Buralarda bir yerde -bu şık paradoksun esinlediği bir ufukta diyelim-, kitabı benim için asıl önemli kılan bağlam görünür oluyor galiba; “Harita Metod Defteri”, çocukluğun zamanını yeniden kurarken, anlatıcısını da zamanla yükleyerek icat ediyor. Metin, bakan yetişkinle bakılan çocukluk arasında bir yerde, kendi zamansal hareketini yakaladığında, neredeyse her cümleye sinmiş olan bir ara-zamanın dilini duyuyoruz. Anlatılan sadece kaybolmuş çocukluğun zamanı değil. O çocukluğun içinden büyüyen anlatıcı ses de, kendi çocukluğu üzerine konuşurken, uzaktaki o çocuğun kendisine ne yaptığını, ‘kendisinin o çocuktan ne yaptığını da’ gösteriyor bize.

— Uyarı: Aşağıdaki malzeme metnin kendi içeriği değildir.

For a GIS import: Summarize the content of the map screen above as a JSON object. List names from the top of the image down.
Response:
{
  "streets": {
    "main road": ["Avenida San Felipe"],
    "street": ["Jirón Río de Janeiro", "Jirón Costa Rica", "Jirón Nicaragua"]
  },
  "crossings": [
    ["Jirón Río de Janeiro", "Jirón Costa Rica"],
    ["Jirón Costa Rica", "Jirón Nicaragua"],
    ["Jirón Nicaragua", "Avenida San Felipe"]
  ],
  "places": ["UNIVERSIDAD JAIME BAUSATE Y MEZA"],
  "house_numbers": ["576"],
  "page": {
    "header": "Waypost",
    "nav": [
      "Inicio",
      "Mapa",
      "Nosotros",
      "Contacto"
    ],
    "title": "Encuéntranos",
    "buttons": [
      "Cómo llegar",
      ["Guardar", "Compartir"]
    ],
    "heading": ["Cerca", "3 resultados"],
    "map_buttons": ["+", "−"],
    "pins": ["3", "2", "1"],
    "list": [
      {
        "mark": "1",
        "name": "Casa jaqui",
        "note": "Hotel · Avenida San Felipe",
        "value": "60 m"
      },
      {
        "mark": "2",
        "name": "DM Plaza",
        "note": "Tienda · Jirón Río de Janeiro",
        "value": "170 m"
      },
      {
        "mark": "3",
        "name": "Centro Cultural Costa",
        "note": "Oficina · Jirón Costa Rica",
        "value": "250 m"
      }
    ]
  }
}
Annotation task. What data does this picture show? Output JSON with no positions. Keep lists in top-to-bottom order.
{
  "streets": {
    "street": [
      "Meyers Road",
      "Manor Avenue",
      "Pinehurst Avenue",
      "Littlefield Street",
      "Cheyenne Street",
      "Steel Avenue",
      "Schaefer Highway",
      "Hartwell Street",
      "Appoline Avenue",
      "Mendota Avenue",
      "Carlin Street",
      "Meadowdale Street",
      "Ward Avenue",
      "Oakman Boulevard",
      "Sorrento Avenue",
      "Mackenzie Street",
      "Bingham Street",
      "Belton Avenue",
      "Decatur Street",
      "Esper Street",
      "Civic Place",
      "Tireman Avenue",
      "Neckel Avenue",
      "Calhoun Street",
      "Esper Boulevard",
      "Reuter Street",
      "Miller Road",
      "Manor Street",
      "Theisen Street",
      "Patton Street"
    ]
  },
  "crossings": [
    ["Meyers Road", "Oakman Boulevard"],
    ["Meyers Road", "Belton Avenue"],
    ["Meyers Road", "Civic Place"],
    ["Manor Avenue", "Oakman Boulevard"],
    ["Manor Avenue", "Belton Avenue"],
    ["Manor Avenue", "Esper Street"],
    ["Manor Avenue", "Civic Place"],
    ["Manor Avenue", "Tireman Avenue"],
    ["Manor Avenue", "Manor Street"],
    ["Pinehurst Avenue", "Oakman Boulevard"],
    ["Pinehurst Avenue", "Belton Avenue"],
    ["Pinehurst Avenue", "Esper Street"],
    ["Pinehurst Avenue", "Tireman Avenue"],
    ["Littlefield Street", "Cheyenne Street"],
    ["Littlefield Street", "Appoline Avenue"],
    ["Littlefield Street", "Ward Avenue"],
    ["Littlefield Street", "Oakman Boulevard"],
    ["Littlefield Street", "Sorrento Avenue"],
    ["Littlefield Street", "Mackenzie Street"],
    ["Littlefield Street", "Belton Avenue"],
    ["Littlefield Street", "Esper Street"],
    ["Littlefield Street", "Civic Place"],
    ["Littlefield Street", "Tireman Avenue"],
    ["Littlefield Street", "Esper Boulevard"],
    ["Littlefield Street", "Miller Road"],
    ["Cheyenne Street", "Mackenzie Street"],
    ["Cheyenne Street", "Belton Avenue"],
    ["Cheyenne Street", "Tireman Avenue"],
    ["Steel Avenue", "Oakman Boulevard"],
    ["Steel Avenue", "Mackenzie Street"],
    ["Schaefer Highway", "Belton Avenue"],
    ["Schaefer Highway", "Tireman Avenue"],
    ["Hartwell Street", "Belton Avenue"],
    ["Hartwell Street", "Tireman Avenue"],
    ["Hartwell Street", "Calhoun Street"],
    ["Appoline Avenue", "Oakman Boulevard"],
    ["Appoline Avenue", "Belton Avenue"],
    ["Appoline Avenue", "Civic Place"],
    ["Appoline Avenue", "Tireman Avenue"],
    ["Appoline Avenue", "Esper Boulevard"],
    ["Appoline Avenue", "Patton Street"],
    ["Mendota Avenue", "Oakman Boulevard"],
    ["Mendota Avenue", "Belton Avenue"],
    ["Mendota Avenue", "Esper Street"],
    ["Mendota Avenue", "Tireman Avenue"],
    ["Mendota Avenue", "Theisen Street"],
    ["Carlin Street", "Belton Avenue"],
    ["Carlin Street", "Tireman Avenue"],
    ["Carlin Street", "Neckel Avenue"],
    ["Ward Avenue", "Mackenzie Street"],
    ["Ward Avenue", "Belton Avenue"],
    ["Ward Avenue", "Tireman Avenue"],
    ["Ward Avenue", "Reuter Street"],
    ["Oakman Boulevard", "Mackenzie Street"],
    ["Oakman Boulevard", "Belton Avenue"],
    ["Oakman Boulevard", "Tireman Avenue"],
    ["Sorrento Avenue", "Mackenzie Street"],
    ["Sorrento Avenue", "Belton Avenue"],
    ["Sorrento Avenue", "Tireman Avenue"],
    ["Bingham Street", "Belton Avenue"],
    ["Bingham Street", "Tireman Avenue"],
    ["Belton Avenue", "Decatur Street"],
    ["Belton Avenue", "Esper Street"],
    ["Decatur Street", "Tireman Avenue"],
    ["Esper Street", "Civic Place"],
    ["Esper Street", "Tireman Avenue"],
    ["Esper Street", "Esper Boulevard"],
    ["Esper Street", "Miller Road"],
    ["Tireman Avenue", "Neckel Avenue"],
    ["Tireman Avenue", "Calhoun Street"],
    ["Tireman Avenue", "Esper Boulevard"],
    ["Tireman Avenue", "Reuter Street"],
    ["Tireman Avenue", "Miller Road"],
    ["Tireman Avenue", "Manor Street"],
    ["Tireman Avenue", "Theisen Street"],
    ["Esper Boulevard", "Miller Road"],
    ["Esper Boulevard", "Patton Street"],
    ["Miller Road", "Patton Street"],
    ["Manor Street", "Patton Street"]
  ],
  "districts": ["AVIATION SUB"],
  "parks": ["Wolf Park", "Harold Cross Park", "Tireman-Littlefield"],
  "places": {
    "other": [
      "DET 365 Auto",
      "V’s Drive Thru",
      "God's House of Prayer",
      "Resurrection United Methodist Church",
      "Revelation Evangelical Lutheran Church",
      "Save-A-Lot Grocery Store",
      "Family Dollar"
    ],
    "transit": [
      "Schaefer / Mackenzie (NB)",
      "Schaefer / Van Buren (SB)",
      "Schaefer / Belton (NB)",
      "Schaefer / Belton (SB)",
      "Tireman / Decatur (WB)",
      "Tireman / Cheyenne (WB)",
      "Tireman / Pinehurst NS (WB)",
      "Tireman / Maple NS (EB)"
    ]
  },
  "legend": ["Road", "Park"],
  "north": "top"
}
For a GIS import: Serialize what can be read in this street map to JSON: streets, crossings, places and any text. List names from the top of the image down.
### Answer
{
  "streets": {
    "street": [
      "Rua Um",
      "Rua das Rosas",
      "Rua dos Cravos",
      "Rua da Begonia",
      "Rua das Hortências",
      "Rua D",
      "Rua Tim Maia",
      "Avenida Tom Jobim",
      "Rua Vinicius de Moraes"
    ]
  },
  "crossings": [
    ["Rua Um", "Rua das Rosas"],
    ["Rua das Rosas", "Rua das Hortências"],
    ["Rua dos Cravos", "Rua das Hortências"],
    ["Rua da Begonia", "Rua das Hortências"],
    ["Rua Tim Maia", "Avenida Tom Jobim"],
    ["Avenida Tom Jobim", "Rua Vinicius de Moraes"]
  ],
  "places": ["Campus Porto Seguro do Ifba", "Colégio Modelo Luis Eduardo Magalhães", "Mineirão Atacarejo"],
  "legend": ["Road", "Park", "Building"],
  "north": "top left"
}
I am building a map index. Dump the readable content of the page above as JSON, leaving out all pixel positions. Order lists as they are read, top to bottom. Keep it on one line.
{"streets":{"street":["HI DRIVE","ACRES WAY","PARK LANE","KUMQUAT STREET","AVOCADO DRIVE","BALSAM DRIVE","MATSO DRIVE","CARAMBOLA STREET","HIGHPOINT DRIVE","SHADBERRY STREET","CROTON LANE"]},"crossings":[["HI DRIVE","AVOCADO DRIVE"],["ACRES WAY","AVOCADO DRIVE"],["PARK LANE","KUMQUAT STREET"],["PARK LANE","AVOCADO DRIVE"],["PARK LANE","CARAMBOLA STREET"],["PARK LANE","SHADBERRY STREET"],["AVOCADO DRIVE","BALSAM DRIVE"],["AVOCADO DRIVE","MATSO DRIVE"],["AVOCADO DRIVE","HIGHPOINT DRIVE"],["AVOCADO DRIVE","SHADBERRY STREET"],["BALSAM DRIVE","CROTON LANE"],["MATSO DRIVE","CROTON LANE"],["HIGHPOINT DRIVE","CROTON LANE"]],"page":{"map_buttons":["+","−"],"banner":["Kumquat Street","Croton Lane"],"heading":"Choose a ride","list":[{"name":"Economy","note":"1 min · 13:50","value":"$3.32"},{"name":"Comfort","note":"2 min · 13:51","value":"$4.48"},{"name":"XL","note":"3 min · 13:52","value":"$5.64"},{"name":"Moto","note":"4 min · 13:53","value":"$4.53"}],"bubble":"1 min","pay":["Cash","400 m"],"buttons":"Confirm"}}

Ben kitabın amacına tam da burada ulaştığını düşündüm işte; sürgünler, kopuşlar, ayrılıklar ve üveyliklerle büyümüş olan anlatının küçük Murathan’ı, yıllar sonrasının yazar Murathan’ında tuhaf ve paradoksal bir sığınak buluyor kendine. “Harita Metod Defteri” bizlere bir şey öğretiyorsa şayet, tam da insanın kendi çocukluğuna iyi ebeveynlik yapmasının nasıl bir şey olduğunu öğretiyor…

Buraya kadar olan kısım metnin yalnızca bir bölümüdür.